In a recent tweet, the American Immigrant Investor Alliance (AIIA) declared, “It is our great pleasure to announce that the EB-5 Regional Center program will be reauthorized with the Omnibus on March 15, 2022. The text of the Consolidated Appropriations Act, 2022 was just released and Division BB, includes the EB-5 Reform and Integrity Act of 2022. The omnibus also includes our FIFPA language (Section 108 of Division BB) which will ensure that investors will not have to suffer through this ordeal ever again.” Ishaan Khanna, co-founder of the American Immigrant Investor Alliance, which represents the interests of EB-5 investors, had predicted a “bank run” if EB-5 investors had their green cards denied because of the program’s expiration. Instead, if the bill is passed, investor immigrants will be able to return to helping build the American economy through investing in the revised program.
Major Implications for Immigrant Investors
Robert Divine, of the law firm of Baker Donelson, a senior voice in the American Immigration Lawyers Association and respected authority on investor immigration matters, first signalled the likely introduction of the bill as part of the Omnibus legislation to be passed, indicating that the bill, “has major implications for existing and future investors, regional centers, developers, and promoters.”
In a later summary of the bill, authors Nick Hinrichsen, Kristal Ozun and Stehen Yale-Loehr, who practice immigration law at Miller Mayer in Ithaca, NY, laid out the contours of the bill as follows:
- Pending investor immigrant petitions will not be subject to the new rules or higher investment amounts.
- Adjudication of these petitions and adjustment of status applications, and consular processing will resume upon enactment of the bill.

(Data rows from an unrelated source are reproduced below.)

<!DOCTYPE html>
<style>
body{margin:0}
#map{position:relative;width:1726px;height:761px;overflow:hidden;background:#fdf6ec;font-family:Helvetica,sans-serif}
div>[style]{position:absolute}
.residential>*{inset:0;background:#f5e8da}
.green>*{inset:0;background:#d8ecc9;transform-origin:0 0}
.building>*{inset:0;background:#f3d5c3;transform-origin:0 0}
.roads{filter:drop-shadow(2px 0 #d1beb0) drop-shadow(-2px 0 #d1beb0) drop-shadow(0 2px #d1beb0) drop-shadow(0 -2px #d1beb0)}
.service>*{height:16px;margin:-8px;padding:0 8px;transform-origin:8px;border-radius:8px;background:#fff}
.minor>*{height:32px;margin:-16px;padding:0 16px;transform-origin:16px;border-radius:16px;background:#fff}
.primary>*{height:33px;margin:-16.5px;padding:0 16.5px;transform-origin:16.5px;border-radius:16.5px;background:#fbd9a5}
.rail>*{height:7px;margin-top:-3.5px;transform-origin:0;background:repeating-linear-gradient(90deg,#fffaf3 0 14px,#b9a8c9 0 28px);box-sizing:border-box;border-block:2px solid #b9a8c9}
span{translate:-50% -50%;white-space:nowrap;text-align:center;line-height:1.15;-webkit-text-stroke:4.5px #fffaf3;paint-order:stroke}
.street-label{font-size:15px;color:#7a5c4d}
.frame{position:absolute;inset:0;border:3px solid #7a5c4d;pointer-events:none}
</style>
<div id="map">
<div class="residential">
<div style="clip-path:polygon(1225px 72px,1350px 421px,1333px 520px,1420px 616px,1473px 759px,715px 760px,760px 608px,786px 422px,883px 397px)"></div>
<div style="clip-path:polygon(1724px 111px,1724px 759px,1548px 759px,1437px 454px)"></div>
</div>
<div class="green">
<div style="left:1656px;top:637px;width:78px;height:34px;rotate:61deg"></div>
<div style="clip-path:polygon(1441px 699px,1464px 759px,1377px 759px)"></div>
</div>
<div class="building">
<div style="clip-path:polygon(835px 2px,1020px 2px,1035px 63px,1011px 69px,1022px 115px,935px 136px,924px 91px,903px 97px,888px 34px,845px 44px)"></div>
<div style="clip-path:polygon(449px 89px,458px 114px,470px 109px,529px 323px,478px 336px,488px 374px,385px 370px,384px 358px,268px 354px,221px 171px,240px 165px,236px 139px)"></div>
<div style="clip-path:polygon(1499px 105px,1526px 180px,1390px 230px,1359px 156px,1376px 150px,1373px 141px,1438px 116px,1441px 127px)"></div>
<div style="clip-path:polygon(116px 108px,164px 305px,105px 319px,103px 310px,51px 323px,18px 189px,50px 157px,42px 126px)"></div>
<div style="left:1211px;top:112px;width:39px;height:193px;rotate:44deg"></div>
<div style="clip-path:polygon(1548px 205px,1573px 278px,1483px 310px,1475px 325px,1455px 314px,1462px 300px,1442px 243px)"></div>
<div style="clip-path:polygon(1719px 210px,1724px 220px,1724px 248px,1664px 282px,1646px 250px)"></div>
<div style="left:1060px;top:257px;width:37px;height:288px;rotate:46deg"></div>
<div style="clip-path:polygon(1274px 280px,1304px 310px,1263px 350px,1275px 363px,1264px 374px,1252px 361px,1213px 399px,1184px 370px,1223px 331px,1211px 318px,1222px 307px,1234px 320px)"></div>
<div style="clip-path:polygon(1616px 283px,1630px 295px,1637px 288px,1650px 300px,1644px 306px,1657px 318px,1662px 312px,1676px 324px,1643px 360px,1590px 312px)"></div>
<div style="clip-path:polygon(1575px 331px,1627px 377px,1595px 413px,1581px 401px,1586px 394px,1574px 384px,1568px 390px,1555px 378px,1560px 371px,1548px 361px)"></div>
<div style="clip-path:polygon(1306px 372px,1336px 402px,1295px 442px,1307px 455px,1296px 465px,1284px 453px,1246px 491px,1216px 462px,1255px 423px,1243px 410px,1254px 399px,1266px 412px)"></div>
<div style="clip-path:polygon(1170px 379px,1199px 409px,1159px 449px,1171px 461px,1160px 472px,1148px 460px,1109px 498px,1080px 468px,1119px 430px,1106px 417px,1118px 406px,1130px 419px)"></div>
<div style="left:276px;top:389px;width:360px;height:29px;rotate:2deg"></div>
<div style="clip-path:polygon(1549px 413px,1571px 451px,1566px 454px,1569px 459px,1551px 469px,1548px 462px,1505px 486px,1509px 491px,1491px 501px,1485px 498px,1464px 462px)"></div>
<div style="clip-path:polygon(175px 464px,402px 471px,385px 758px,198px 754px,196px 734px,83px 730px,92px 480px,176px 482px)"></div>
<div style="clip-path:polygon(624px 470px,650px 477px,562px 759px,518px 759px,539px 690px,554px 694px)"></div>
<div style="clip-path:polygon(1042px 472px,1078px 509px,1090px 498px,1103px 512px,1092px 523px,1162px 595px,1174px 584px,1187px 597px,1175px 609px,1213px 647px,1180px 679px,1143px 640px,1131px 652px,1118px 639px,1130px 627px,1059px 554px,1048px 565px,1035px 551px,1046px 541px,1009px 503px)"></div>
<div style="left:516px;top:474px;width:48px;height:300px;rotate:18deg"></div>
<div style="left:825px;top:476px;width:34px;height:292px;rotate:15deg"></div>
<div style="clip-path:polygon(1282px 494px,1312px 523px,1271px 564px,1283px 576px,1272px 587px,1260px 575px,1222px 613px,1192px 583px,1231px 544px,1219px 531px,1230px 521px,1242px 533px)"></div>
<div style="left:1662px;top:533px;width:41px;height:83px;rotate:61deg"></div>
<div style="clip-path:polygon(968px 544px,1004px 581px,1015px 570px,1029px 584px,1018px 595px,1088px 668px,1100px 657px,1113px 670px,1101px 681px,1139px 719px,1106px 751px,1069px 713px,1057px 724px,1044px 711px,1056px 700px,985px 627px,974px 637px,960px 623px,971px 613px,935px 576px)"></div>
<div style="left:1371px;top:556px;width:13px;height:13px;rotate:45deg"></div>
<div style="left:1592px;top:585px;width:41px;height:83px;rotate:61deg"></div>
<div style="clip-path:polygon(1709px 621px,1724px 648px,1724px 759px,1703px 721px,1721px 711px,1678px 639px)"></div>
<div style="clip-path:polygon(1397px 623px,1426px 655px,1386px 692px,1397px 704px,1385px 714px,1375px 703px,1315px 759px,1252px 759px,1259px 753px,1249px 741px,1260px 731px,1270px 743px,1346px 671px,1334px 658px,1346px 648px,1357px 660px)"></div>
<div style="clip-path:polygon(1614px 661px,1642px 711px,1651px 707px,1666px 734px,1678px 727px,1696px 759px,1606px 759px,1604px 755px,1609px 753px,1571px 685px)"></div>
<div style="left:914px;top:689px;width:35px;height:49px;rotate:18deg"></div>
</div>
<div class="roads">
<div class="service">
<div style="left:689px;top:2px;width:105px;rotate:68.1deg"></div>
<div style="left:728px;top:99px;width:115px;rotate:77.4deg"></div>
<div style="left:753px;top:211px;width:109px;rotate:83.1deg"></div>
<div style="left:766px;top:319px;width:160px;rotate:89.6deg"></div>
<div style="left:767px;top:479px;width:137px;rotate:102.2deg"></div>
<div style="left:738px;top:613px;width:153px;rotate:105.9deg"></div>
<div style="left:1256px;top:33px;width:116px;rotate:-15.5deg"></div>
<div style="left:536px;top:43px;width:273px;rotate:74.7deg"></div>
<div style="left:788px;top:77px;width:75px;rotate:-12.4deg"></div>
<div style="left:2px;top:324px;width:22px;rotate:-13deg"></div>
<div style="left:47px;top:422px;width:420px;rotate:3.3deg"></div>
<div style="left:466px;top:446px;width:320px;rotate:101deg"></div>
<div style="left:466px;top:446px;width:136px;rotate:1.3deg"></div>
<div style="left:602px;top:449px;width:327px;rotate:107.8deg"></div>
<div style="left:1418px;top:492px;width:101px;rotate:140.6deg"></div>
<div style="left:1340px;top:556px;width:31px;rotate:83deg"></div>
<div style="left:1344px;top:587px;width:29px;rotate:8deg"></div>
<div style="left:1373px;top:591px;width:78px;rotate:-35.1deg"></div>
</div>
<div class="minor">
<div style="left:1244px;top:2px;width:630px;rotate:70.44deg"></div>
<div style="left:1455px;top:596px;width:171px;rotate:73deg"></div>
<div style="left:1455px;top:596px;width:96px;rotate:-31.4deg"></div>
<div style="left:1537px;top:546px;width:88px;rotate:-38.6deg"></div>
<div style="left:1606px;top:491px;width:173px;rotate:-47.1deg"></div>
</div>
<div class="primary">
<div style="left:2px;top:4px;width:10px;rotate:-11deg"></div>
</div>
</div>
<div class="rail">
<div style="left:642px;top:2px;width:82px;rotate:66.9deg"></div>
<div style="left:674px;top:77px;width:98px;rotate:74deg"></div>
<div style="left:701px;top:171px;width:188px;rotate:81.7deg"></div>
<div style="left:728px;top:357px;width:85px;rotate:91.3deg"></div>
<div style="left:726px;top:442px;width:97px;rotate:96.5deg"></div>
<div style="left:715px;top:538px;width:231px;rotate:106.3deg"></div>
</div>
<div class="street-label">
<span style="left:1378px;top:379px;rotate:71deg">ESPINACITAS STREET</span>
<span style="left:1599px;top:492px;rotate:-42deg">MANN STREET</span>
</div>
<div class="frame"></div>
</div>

- The required investment amount will go up to $800,000 for targeted employment areas (TEAs) or “infrastructure projects”. Otherwise, the investment amount will be $1,050,000.
- Grandfathering provisions direct USCIS to continue to process EB-5 petitions if there is a future EB-5 program lapse, as long as the EB-5 petition is filed by September 30, 2026.

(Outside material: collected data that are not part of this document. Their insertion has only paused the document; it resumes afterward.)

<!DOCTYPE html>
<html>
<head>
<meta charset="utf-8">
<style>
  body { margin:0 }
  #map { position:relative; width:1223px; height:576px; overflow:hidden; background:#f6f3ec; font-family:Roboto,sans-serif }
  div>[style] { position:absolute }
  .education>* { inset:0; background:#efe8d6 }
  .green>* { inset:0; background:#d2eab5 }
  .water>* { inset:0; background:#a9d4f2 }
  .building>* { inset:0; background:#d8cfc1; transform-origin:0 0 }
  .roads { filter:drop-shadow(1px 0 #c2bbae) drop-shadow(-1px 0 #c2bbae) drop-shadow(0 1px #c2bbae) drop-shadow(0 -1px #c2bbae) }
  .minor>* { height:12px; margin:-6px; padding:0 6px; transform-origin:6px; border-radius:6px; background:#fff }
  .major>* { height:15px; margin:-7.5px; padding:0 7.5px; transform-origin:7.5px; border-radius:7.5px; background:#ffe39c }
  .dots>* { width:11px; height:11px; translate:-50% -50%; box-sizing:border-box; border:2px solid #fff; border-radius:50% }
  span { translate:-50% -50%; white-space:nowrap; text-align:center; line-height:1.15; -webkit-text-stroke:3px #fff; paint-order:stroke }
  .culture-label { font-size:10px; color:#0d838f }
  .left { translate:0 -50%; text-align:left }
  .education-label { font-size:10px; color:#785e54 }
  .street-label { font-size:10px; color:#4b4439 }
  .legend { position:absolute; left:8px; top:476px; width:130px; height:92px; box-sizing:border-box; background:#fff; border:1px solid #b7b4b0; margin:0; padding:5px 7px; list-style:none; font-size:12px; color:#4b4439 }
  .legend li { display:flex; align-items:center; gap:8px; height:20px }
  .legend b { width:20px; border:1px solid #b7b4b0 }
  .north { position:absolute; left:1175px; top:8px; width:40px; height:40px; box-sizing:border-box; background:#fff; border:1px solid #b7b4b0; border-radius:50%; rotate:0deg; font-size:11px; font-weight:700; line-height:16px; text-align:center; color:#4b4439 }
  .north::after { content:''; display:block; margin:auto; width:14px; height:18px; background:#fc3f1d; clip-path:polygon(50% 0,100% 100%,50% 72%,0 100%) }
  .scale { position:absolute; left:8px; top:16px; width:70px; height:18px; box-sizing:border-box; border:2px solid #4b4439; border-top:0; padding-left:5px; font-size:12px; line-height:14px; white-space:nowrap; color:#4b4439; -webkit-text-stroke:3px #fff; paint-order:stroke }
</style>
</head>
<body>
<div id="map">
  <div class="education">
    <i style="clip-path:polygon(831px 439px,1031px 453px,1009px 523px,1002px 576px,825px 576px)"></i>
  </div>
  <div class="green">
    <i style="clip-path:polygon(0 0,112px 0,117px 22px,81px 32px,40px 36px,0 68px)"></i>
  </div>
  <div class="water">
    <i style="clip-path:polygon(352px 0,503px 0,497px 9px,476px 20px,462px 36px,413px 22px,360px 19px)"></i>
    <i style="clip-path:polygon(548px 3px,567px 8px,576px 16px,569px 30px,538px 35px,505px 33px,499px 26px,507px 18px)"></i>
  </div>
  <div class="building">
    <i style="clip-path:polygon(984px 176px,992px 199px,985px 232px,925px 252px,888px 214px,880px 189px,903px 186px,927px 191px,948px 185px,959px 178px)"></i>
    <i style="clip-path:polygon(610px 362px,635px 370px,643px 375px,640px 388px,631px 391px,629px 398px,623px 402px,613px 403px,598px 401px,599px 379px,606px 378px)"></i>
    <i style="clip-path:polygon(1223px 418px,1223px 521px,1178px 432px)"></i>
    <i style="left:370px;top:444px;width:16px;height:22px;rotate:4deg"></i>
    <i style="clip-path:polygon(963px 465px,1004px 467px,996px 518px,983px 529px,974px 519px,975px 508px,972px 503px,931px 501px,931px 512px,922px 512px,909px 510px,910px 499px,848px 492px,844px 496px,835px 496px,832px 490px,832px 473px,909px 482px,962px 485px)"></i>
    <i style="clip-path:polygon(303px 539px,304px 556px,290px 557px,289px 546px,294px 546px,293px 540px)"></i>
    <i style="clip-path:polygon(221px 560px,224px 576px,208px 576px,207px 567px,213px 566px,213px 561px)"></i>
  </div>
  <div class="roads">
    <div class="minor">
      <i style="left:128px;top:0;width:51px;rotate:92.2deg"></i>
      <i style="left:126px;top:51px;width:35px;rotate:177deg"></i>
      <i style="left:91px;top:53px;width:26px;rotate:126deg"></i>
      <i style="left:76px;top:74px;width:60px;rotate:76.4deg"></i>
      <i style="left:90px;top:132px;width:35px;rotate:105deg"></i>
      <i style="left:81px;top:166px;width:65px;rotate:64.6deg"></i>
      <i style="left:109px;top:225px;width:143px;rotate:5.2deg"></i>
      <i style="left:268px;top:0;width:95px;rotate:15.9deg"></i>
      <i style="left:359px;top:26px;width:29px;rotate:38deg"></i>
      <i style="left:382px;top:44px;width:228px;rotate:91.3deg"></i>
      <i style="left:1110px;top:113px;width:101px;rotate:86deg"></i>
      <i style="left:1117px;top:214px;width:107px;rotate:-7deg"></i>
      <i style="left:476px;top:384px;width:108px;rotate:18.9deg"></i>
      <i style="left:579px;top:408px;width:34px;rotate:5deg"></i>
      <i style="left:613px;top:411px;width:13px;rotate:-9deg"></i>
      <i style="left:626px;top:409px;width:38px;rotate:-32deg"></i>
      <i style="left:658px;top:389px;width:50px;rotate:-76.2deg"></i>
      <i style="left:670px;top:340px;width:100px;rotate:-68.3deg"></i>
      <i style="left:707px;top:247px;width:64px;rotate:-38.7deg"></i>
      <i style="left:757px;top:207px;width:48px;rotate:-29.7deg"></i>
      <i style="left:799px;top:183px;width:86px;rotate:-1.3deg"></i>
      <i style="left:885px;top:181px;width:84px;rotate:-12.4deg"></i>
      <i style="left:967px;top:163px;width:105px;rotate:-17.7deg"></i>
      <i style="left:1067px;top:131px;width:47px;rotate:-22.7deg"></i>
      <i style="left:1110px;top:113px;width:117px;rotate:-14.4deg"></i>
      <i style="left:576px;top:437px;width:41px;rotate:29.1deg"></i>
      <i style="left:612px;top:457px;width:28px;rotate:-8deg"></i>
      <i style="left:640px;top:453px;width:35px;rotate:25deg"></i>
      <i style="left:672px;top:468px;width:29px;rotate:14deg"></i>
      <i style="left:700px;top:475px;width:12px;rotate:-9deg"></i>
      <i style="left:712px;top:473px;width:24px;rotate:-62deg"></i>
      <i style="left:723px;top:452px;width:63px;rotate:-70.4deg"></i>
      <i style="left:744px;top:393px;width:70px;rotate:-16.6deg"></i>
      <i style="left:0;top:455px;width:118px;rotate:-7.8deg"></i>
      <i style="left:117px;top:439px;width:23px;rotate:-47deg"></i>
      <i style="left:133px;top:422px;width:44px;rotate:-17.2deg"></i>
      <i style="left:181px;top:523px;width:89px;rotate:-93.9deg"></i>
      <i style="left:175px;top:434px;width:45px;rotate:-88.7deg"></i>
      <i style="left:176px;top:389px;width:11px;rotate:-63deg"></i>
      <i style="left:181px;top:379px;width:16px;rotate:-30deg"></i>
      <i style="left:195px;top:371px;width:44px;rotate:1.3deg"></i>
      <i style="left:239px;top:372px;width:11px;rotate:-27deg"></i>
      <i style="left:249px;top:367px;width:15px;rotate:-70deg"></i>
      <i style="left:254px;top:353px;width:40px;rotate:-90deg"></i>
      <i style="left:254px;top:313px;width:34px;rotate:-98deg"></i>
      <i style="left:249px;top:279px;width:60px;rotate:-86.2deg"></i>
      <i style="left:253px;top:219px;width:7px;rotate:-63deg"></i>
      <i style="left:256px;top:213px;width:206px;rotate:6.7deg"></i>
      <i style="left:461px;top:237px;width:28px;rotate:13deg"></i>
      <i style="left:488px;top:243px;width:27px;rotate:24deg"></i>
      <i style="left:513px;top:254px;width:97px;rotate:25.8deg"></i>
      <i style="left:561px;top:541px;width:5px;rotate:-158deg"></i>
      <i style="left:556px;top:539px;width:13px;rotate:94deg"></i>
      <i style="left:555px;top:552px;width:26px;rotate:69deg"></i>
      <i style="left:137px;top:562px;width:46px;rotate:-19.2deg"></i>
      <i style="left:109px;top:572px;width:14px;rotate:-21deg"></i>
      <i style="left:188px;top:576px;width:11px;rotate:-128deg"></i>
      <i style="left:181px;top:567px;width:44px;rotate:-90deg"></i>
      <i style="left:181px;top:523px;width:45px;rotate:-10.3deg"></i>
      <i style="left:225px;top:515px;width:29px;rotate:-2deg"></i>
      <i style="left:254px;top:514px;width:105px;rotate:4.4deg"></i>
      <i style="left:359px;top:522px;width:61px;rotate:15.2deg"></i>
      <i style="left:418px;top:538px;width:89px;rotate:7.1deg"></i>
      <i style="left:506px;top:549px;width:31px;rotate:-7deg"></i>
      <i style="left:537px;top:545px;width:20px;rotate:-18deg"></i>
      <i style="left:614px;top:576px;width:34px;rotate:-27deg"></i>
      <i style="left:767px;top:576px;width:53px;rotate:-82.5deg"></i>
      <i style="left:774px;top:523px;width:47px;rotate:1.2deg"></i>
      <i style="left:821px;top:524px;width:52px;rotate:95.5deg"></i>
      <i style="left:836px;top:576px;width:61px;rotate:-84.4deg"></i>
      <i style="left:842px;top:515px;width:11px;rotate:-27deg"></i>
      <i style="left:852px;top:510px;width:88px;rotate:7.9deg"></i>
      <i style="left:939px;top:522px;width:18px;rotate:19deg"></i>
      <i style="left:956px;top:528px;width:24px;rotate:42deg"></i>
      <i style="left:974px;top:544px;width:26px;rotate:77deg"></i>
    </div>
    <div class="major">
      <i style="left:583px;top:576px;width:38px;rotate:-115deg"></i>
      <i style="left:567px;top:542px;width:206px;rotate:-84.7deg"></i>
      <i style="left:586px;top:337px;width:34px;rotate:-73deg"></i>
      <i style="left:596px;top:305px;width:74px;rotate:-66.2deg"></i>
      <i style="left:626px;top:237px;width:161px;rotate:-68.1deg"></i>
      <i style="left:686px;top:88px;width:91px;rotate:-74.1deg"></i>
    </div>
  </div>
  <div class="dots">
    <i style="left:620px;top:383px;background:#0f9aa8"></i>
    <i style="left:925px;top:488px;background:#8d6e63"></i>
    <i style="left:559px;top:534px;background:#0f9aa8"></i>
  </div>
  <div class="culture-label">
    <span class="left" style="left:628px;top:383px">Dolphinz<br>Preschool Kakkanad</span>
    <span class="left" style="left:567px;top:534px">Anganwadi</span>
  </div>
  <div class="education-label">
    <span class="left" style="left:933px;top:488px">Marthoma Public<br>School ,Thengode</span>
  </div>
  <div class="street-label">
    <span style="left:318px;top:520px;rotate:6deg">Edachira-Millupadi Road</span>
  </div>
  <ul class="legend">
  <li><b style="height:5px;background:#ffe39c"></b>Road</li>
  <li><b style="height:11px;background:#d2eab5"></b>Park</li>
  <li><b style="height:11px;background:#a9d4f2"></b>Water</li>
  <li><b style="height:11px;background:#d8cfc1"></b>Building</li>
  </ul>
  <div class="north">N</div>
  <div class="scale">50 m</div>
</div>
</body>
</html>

- The bill sets aside 20% of total EB-5 visa numbers for investments in rural areas, 10% for investments in high unemployment areas, and 2% for investments in infrastructure projects.
- The bill provides protection for dependent children aging-out in certain circumstances.

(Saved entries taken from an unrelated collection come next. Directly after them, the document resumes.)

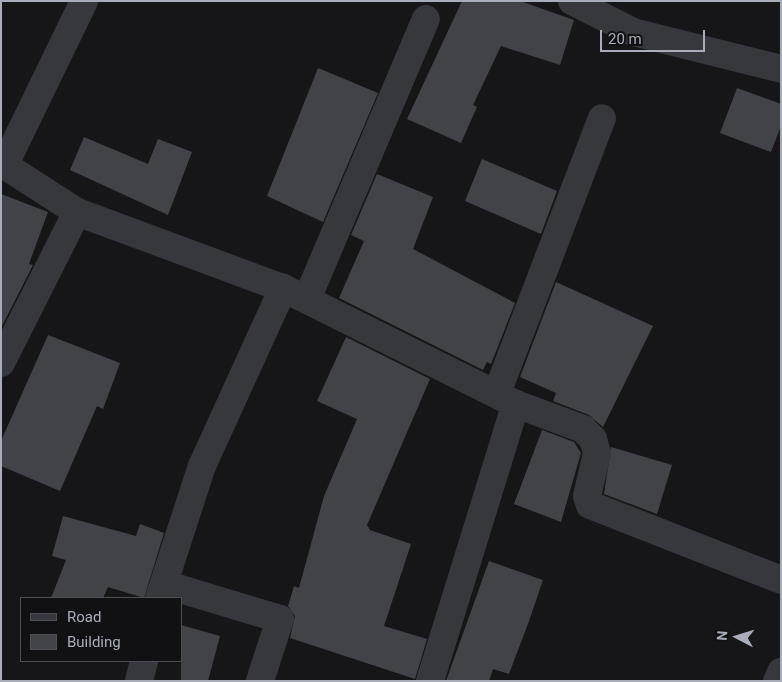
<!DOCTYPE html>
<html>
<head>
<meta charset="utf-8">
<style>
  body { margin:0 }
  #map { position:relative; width:782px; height:682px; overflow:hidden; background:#161619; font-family:Roboto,sans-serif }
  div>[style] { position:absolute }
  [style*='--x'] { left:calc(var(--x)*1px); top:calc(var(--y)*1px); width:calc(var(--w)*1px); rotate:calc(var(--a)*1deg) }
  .building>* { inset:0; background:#424349 }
  .minor>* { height:28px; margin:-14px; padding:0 14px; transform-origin:14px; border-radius:14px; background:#37383e }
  span { translate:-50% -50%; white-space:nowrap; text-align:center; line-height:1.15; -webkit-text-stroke:4.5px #111114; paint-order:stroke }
  .frame { position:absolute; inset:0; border:2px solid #a8adb9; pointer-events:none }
  .legend { position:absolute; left:20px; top:597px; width:162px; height:65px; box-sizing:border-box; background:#111114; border:1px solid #4d4f56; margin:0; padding:6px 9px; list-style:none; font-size:15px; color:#a8adb9 }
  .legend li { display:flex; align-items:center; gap:10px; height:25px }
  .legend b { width:25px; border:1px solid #4d4f56 }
  .north { position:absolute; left:712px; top:612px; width:50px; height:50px; -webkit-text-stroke:4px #111114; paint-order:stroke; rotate:275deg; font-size:14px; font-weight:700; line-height:20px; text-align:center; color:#a8adb9 }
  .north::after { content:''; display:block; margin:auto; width:18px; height:22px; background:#a8adb9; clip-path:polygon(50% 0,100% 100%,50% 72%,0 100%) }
  .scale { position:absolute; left:600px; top:30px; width:105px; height:22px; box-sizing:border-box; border:2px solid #a8adb9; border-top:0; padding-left:6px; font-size:15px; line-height:18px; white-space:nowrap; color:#a8adb9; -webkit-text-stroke:4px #111114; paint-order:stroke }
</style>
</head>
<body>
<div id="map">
  <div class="building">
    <div style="clip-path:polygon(462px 1px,520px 1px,574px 20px,560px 65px,501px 46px,473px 105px,477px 107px,461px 143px,407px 119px)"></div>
    <div style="clip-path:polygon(318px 68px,378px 93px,323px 222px,267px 196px)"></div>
    <div style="clip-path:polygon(737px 88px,781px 104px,781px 126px,771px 152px,720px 133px)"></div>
    <div style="clip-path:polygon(84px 137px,148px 164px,158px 139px,192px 152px,168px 215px,70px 170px)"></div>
    <div style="clip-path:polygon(482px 159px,557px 191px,541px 234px,465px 201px)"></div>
    <div style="clip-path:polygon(377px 174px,433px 197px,413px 249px,515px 303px,491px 364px,487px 362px,483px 370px,339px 298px,364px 241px,351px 235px)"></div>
    <div style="clip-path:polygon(1px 194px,48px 212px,29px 264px,33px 265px,1px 328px)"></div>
    <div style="clip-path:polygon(556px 282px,653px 326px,603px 427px,589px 415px,553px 401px,556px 393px,520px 377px)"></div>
    <div style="clip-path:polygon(48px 335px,120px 363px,103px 409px,97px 406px,60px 491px,1px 466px,1px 441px)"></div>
    <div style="clip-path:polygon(346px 337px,430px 379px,367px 525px,370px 530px,411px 544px,384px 626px,427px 639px,415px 679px,290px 638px,295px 616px,288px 606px,294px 586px,299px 588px,324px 496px,357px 419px,317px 401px)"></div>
    <div style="clip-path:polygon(542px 430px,574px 442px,581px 453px,561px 522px,514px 504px)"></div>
    <div style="clip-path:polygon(611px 447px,672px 465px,657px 514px,604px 494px)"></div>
    <div style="clip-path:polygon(63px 516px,136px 536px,140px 524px,164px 533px,144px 598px,108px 587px,103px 598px,51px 598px,66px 560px,52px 556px)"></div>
    <div style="clip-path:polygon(489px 561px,543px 580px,529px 621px,509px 674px,493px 669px,489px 681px,446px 681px)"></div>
    <div style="clip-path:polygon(181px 625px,220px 636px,208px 681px,181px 681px)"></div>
  </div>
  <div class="minor">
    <div style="--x:572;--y:1;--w:68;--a:26.9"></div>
    <div style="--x:633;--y:32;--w:153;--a:14"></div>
    <div style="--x:1;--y:163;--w:90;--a:32.8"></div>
    <div style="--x:77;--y:212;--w:220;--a:20.3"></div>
    <div style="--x:283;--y:288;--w:260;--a:26.5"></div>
    <div style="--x:516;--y:404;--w:72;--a:20.5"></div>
    <div style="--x:583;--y:429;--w:14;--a:45"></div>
    <div style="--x:593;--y:439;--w:15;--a:74"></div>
    <div style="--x:597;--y:453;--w:44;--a:103.1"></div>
    <div style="--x:587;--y:496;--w:9;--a:72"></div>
    <div style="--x:590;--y:505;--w:205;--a:21.4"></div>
    <div style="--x:5;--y:164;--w:181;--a:-64.1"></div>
    <div style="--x:307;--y:299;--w:304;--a:-67"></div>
    <div style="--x:1;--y:363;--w:169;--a:-63.3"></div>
    <div style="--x:497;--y:393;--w:294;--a:-69.1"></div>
    <div style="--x:164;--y:584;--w:121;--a:16.8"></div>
    <div style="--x:280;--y:619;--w:65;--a:107.9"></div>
    <div style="--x:159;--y:598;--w:139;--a:-72"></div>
    <div style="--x:202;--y:466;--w:196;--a:-65.5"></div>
    <div style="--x:139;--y:681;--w:21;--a:-76"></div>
    <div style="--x:430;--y:681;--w:290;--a:-72.8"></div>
    <div style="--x:777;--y:681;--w:10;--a:-66"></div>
  </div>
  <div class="frame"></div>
  <ul class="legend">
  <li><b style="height:6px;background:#37383e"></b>Road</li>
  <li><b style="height:14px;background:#424349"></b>Building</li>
  </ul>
  <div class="north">N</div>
  <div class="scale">20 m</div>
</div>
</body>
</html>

- Concurrent adjustment of status filings are permitted with investor immigrant petitions.
- Gifts are still permitted, and not limited to familial relations.
- Source of funds requirements apply to capital investments, administrative fees, and any fees “associated” with the investment.
- There is a mechanism for switching projects if a regional center or new commercial enterprise (NCE) is terminated.
- Caps are placed on indirect and construction jobs.
- An exemplar application must be filed before individual investor immigrant petitions may be submitted.
- TEA letters are valid for 2 years.
- Regional Centers (RC) must be audited by USCIS at least every 5 years.
- (Possibly) redeployment permitted outside RC geography (subject to regulations).
- Prohibitions on RC involvement for persons who have committed certain crimes or have been subject to orders or sanctions by certain state or federal enforcement agencies.
- Disclosure required of third-party agent fees and involvement in a project.
- Direct and third-party promoters must register with the USCIS.
- New rules on RC/NCE “funds administration.”
Background on the Program
Under the EB-5 program, investors (and their spouses and unmarried children under 21) are eligible to apply for a Green Card (permanent residence) if they:
- Make the necessary investment in a commercial enterprise in the United States; and
- Plan to create or preserve 10 permanent full-time jobs for qualified U.S. workers.
Congress created the EB-5 Program in 1990 to stimulate the U.S. economy through job creation and capital investment by foreign investors. In 1992, Congress created the Immigrant Investor Program, also known as the Regional Center Program, which sets aside EB-5 visas for participants who invest in commercial enterprises associated with regional centers approved by USCIS based on proposals for promoting economic growth. That program was halted at the end of June 2021 and investors in it have been awaiting its revival ever since. The new legislation will not only revive the Regional Center program, but it will introduce other integrity measures to be applied to all parts of the new EB-5 program. This is good news, particularly to those investors whose funds were committed to an investment but who could not get their green cards because the Regional Center program was shut down and not operating.